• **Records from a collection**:
◇ ◇ ◇ ◇ ◇

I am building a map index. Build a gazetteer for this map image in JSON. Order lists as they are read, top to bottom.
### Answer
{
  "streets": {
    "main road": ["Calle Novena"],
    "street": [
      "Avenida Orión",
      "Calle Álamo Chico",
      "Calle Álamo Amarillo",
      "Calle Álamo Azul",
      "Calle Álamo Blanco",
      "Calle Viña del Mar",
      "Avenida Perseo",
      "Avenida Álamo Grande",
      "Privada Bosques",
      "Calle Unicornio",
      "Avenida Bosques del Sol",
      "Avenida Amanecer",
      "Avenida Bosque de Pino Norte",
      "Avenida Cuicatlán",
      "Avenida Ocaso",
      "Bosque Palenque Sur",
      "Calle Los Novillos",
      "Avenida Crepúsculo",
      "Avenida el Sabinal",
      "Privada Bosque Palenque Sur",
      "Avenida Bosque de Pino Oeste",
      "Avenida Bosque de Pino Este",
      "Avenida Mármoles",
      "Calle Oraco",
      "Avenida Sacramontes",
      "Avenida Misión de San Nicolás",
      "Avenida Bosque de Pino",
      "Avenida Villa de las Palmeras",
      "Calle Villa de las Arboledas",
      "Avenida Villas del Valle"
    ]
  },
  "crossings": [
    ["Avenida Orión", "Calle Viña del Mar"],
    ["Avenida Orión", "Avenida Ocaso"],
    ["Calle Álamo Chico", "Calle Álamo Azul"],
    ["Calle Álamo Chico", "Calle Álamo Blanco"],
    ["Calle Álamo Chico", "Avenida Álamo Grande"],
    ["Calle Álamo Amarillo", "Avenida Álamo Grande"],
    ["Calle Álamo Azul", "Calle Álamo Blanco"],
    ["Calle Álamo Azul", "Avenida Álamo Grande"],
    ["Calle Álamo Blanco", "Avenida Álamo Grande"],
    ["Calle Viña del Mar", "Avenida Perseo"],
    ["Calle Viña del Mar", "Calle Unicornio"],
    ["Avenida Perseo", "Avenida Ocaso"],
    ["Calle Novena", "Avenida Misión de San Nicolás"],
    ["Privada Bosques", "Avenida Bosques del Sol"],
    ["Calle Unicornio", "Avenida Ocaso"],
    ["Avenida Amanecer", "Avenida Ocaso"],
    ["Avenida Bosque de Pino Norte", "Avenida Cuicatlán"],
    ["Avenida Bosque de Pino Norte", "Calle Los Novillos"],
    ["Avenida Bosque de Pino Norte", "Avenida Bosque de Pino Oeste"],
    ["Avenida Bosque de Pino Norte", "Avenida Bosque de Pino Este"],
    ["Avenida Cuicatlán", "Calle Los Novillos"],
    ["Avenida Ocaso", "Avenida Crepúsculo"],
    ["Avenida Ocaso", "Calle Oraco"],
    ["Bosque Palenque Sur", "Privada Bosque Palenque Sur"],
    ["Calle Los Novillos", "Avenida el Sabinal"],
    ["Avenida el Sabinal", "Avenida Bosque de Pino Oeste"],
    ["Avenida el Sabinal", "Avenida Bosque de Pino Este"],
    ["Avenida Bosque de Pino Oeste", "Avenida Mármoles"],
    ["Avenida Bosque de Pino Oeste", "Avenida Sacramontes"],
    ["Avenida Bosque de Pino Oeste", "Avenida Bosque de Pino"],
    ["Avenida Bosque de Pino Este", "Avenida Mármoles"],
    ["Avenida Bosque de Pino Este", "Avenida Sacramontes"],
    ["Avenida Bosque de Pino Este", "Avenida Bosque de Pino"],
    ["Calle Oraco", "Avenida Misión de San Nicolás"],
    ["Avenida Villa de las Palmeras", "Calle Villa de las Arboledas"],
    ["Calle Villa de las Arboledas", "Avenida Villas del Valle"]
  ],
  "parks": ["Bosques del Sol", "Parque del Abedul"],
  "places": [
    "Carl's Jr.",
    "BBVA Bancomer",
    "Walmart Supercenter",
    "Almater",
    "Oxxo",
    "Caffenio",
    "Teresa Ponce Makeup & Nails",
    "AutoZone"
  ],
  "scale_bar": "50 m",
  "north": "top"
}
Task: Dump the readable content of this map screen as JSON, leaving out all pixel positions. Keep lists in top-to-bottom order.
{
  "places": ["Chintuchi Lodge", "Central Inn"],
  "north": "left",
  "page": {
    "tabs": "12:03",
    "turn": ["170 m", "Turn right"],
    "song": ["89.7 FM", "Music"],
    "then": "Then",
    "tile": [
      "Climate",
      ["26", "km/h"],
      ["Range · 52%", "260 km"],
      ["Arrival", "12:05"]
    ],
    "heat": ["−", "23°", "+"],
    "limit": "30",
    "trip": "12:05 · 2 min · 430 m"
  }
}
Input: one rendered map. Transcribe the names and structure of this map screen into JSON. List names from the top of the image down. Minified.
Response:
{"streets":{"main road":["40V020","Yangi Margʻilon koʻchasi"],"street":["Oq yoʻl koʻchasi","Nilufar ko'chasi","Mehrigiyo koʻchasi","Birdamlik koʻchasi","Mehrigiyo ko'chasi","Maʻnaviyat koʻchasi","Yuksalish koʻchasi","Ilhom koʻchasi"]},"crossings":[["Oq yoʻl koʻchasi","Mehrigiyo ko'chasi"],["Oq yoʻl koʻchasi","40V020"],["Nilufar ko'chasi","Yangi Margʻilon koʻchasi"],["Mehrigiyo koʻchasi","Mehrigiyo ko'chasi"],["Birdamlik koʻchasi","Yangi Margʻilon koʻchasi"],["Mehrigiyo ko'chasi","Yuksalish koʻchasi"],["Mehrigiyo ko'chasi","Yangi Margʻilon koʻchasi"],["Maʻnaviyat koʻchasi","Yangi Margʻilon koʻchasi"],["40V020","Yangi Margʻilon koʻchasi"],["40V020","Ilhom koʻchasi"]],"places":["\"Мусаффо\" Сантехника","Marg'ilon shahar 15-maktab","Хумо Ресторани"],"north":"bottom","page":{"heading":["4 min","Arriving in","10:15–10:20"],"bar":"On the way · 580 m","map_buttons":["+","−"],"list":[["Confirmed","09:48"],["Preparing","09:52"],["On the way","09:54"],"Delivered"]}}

◇ ◇ ◇ ◇ ◇

• **Action item**: Your reply is to be the number of lines above in which the word "Palmeras" appears, and nothing else.

• **Reply to the exercise**: 2